Given records
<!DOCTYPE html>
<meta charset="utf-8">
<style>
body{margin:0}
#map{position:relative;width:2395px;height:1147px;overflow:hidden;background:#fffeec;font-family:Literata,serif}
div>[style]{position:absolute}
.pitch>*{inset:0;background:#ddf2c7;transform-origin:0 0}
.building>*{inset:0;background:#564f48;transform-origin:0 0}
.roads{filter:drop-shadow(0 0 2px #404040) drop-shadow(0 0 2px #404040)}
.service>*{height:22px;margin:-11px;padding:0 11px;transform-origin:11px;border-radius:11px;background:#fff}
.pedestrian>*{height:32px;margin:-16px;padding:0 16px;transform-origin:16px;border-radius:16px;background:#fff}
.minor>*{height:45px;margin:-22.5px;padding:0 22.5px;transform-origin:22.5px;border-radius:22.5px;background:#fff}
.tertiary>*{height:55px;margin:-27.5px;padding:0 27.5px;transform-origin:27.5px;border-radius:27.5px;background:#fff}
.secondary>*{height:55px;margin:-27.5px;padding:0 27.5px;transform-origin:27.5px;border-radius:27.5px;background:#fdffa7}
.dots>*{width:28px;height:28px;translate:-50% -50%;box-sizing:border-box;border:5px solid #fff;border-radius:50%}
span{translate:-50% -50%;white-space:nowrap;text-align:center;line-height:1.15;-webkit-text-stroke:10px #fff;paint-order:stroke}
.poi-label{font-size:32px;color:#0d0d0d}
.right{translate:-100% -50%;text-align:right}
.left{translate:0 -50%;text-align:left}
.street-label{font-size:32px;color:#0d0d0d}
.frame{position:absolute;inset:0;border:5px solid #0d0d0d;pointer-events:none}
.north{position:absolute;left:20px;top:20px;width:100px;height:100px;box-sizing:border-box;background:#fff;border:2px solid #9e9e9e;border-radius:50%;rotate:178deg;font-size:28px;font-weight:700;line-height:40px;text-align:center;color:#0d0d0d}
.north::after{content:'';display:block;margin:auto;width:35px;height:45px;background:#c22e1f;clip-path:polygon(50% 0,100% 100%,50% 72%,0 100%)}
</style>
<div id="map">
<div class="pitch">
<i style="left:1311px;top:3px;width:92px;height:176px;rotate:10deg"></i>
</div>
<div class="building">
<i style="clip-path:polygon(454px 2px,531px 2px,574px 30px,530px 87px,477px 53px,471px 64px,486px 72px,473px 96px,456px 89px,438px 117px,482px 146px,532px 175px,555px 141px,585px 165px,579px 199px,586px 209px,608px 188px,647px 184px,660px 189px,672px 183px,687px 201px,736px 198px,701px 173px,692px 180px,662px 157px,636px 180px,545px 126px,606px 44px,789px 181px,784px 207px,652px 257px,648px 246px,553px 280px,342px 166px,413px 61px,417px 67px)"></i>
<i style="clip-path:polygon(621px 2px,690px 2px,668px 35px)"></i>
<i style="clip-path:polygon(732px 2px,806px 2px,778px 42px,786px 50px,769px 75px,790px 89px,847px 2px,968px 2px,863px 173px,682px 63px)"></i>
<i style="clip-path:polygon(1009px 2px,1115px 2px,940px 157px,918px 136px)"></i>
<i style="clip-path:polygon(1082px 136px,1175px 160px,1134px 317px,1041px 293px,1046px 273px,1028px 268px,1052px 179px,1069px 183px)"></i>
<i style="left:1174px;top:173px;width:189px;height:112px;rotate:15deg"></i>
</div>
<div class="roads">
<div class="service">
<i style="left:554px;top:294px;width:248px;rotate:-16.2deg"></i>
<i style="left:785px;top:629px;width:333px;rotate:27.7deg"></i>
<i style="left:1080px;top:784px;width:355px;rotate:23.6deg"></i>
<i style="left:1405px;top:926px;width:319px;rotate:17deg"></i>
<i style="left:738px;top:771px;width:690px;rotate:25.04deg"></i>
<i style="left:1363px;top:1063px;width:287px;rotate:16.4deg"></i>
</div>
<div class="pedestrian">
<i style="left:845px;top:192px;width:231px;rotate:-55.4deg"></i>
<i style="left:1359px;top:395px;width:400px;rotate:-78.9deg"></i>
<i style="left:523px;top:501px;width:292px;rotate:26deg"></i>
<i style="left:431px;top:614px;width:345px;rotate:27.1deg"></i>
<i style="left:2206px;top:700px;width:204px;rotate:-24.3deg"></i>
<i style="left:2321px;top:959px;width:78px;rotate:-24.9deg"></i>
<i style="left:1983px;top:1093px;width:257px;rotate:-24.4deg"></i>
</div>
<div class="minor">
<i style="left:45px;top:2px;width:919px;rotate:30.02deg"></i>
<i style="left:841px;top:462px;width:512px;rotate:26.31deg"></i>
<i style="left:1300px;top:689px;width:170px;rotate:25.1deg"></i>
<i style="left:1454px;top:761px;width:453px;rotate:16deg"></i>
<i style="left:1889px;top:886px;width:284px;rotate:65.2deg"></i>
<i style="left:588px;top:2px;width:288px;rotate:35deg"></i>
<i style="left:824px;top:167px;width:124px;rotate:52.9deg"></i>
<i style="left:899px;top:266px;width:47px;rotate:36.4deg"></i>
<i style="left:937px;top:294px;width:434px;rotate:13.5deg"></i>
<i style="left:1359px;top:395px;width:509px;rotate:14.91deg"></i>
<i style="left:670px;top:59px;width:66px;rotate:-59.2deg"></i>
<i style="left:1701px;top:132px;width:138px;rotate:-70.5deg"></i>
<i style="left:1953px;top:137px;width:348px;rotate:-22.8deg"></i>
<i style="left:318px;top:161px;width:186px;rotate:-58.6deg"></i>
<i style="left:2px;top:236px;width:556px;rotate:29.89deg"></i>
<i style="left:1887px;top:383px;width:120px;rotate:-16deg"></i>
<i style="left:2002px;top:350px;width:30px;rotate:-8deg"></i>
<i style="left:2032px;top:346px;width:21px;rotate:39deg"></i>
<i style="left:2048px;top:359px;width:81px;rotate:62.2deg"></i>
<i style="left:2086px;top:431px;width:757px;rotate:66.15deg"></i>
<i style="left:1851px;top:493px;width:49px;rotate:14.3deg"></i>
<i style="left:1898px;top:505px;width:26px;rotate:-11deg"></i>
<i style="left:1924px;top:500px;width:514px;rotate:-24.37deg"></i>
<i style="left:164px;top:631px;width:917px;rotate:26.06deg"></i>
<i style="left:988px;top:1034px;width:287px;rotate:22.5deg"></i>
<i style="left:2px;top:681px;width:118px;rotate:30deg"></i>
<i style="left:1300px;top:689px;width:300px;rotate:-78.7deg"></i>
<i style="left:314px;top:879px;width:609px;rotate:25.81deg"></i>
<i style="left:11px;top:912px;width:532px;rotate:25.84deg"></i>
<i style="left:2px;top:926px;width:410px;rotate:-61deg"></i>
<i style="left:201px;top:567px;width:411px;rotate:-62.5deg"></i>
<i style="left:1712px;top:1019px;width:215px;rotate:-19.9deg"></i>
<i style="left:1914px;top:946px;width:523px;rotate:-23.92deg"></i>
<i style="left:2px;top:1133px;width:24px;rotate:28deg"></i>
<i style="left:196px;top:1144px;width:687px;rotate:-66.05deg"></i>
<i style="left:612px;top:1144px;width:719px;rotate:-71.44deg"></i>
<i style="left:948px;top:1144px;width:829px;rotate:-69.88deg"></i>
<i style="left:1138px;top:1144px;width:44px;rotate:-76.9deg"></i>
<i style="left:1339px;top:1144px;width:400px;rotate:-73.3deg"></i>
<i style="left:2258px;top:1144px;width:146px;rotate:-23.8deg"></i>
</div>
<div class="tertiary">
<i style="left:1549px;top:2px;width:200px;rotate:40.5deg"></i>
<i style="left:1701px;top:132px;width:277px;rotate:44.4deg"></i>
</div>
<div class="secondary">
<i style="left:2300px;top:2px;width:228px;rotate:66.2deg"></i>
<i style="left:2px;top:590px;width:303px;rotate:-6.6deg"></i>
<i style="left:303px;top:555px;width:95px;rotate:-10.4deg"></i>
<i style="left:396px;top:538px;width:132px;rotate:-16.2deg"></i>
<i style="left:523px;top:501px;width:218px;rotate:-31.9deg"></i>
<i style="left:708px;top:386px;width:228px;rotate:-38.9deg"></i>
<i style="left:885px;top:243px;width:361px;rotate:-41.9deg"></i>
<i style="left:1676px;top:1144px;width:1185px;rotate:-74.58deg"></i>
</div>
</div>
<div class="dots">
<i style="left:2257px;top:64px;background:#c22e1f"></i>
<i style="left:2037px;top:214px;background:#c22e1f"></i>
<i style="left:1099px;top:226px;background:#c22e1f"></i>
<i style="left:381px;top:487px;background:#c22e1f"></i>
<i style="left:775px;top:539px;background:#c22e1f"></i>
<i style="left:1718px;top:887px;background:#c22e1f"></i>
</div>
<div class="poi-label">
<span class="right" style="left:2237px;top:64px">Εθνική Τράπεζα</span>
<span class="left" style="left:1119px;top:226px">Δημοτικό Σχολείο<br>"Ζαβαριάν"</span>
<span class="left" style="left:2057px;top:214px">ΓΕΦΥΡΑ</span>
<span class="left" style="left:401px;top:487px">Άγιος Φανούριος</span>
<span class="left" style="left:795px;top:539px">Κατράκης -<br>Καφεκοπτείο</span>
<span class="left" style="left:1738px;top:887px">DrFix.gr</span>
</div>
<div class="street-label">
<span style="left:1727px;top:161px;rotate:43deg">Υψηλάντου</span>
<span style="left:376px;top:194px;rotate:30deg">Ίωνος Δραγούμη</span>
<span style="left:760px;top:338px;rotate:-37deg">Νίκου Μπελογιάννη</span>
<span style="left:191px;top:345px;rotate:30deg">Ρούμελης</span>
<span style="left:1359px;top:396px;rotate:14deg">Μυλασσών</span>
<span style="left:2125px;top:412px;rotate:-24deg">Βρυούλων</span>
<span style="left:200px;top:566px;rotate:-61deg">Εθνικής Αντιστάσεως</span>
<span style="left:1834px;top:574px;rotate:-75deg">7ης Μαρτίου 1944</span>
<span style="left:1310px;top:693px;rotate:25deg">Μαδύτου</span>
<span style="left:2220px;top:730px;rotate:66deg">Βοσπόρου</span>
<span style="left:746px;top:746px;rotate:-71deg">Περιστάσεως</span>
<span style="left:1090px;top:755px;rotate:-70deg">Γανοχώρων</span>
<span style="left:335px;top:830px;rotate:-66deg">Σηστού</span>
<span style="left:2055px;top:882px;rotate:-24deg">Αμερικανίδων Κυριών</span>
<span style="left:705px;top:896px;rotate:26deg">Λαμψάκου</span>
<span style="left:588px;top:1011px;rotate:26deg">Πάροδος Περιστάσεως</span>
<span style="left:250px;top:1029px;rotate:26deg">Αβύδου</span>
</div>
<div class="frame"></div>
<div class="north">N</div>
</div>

Task statement
Reproduce exactly every line that sits between the start of the entries and the line bearing "2px #404040) drop-shadow(0", counting both of those lines.

Written reply
<!DOCTYPE html>
<meta charset="utf-8">
<style>
body{margin:0}
#map{position:relative;width:2395px;height:1147px;overflow:hidden;background:#fffeec;font-family:Literata,serif}
div>[style]{position:absolute}
.pitch>*{inset:0;background:#ddf2c7;transform-origin:0 0}
.building>*{inset:0;background:#564f48;transform-origin:0 0}
.roads{filter:drop-shadow(0 0 2px #404040) drop-shadow(0 0 2px #404040)}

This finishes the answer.